Scrapy: different item will be handled by different pipeline.

problem description

how to choose different item processing according to different pipeline

the environmental background of the problems and what methods you have tried

there are multiple crawler items in a scrapy, and each crawler project has a different item,. The result of searching on the Internet is to judge the type of the received item and then execute different code. I hope to call the corresponding pipeline function after the judgment. For example, item a will be handed over to pipeline a to deal with.

related codes

/ / Please paste the code text below (do not replace the code with pictures)

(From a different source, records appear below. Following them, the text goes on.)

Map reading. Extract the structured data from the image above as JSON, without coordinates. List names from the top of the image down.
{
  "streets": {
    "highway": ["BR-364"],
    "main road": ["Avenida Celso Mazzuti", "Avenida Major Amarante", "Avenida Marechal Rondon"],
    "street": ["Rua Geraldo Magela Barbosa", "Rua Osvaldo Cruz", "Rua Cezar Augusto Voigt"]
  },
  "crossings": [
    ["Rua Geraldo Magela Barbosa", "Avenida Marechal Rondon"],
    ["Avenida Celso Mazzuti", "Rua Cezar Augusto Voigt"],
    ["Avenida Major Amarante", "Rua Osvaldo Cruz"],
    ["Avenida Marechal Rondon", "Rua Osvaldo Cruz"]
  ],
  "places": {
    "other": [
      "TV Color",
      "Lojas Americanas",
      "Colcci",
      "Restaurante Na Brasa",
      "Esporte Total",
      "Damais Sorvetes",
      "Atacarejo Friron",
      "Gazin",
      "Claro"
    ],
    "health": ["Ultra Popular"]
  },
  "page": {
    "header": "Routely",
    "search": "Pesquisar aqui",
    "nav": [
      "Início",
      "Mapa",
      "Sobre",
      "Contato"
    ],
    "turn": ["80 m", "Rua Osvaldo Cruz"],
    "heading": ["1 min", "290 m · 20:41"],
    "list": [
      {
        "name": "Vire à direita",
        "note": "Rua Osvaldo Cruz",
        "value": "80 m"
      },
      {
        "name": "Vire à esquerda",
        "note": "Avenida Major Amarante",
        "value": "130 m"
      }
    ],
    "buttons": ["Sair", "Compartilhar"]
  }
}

from items import AspiderItem, BspiderItem, CspiderItem

class myspiderPipeline(object):
    def __init__(self):
        pass

    def process_item(self, item, spider):
        if isinstance(item, AspiderItem):
            pass
        elif isinstance(item, BspiderItem):
            return item
        elif isinstance(item, CspiderItem):
            print item
            return item
            
class AspiderPipeline(myspiderPipeline):
    def __init__(self):
        self.file = open("myadata.json", "wb")

    def process_item(self, item, spider):
        content = json.dumps(dict(item), ensure_ascii=False) + "\n"
        self.file.write(content)
        return item

    def close_spider(self, spider):
        self.file.close()
        
class BspiderPipeline(myspiderPipeline):
    pass

what result do you expect? What is the error message actually seen?

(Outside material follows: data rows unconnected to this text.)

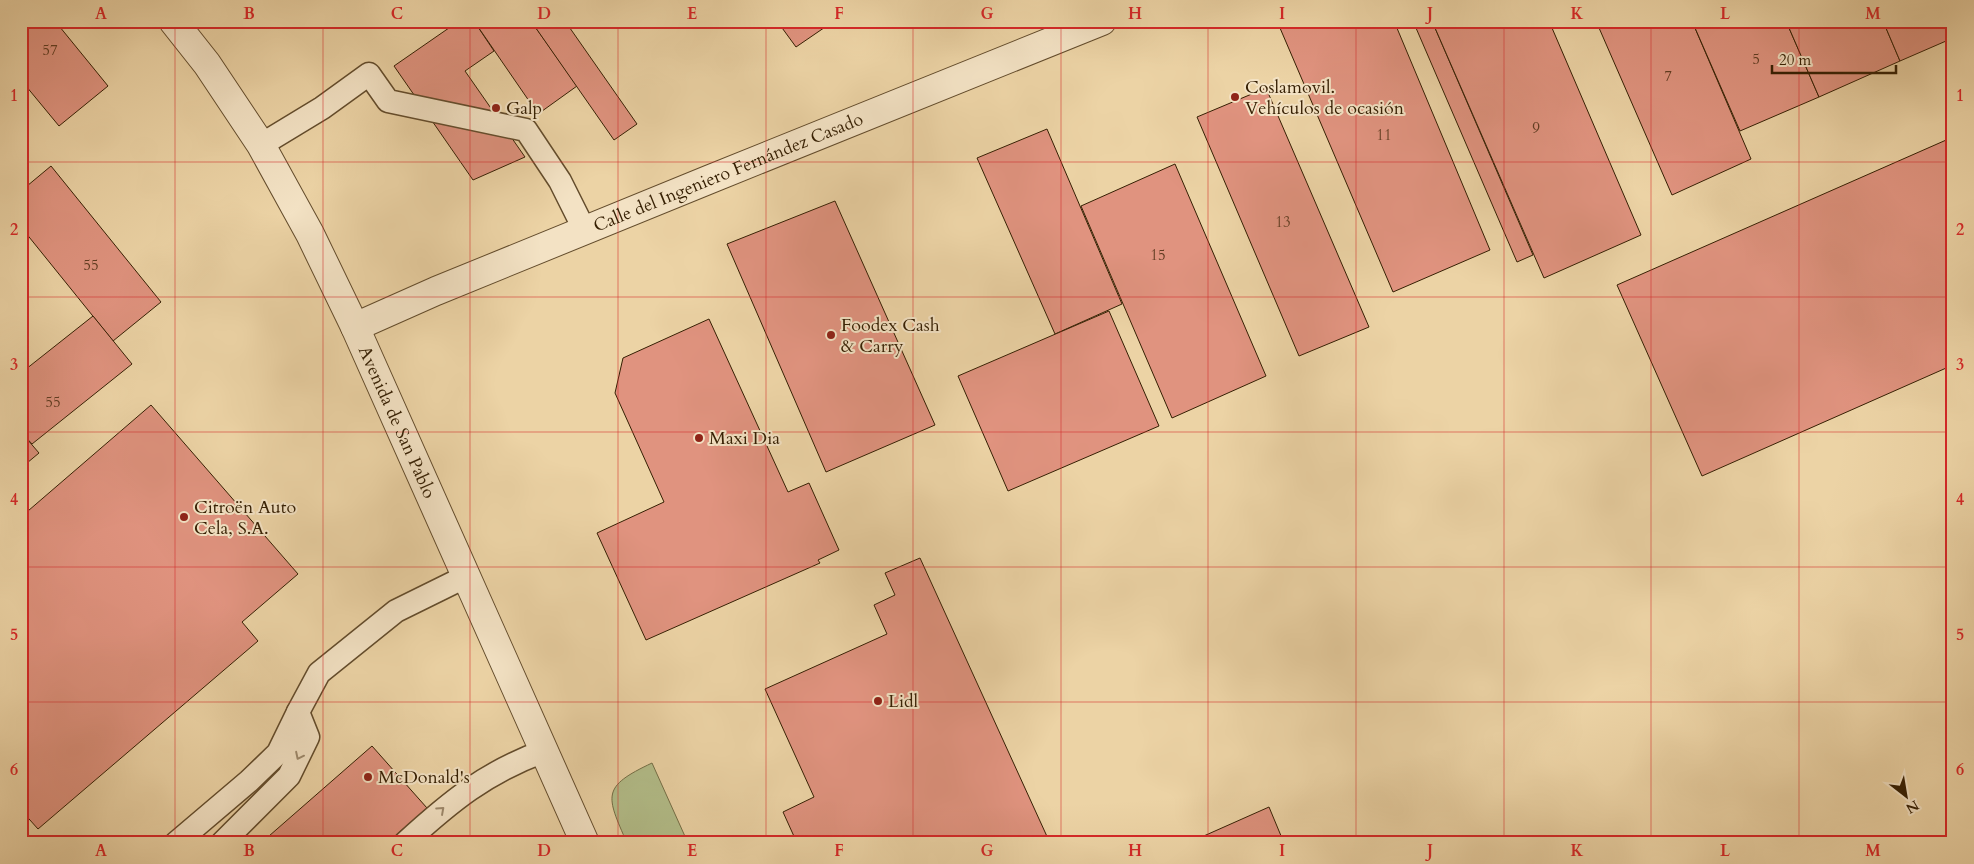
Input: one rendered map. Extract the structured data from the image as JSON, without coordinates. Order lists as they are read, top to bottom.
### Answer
{
  "streets": {
    "street": ["Calle del Ingeniero Fernández Casado", "Avenida de San Pablo"]
  },
  "crossings": [
    ["Calle del Ingeniero Fernández Casado", "Avenida de San Pablo"]
  ],
  "places": [
    "Coslamovil. Vehículos de ocasión",
    "Galp",
    "Foodex Cash & Carry",
    "Maxi Dia",
    "Citroën Auto Cela, S.A.",
    "Lidl",
    "McDonald's"
  ],
  "house_numbers": [
    "57",
    "5",
    "7",
    "9",
    "11",
    "13",
    "15",
    "55",
    "55"
  ],
  "scale_bar": "20 m",
  "north": "bottom right",
  "grid": {
    "columns": [
      "A",
      "B",
      "C",
      "D",
      "E",
      "F",
      "G",
      "H",
      "I",
      "J",
      "K",
      "L",
      "M"
    ],
    "rows": [
      "1",
      "2",
      "3",
      "4",
      "5",
      "6"
    ]
  }
}
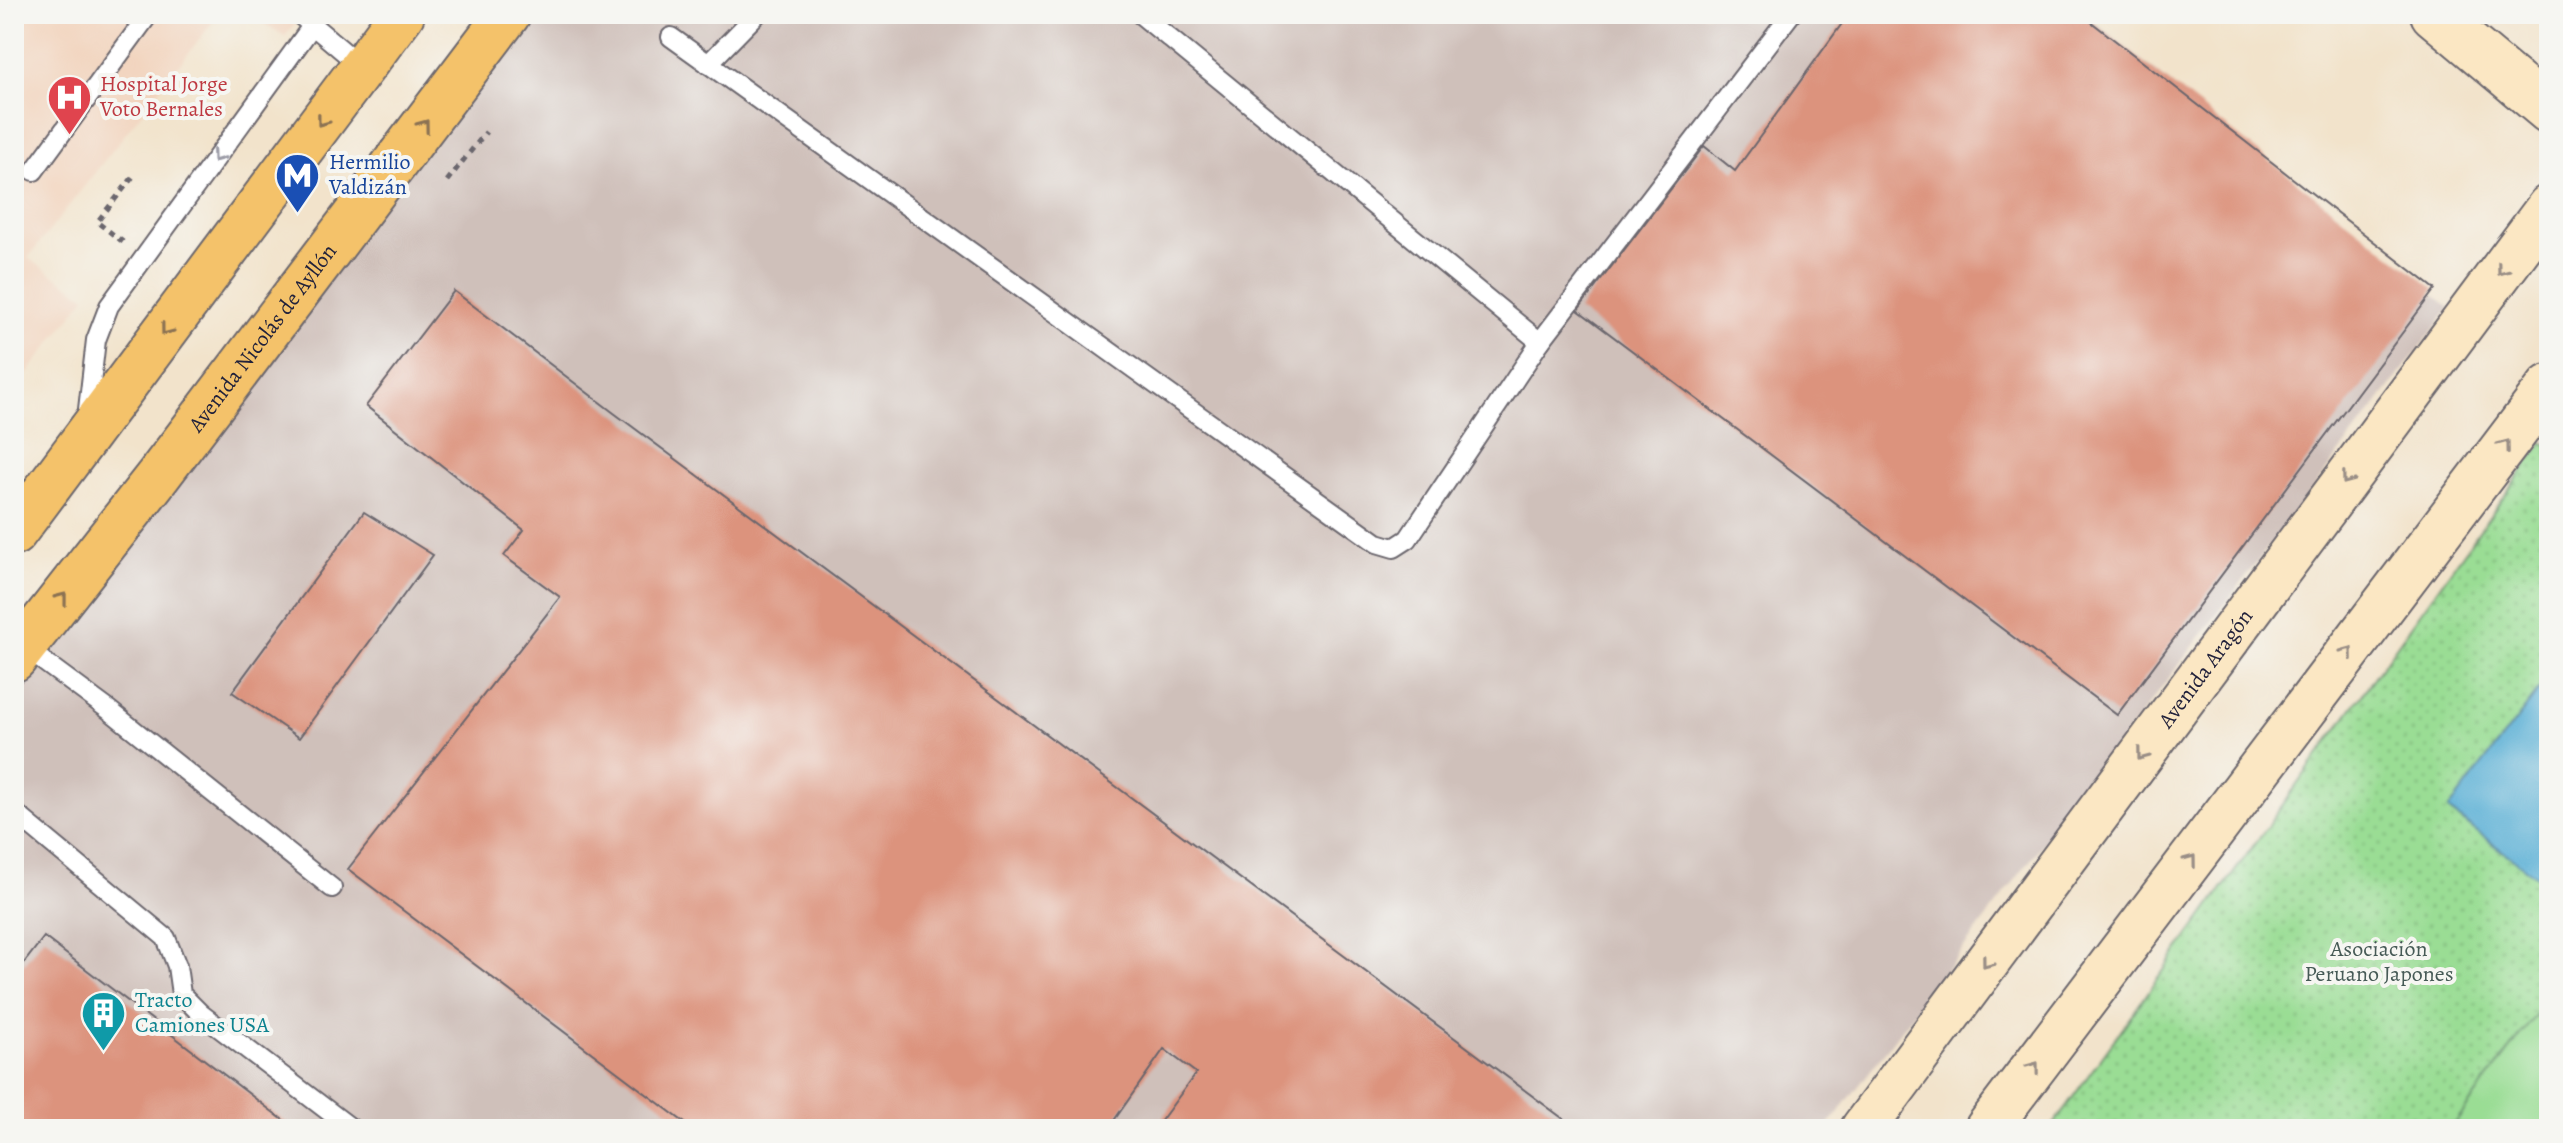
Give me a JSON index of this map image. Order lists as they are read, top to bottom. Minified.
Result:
{"streets":{"main road":["Avenida Nicolás de Ayllón"],"street":["Avenida Aragón"]},"parks":["Asociación Peruano Japones"],"places":{"hospital":["Hospital Jorge Voto Bernales"],"metro station":["Hermilio Valdizán"],"building":["Tracto Camiones USA"]}}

I want to know how to call the corresponding pipeline after item type determination. Instantiate the corresponding class and then call the process_item method? If so, will methods such as close_spider of this class be executed automatically?

Oct.10,2021

my understanding:

The key function of

pipeline is that "one item can be processed by multiple pipeline step by step according to the configuration in settings.py."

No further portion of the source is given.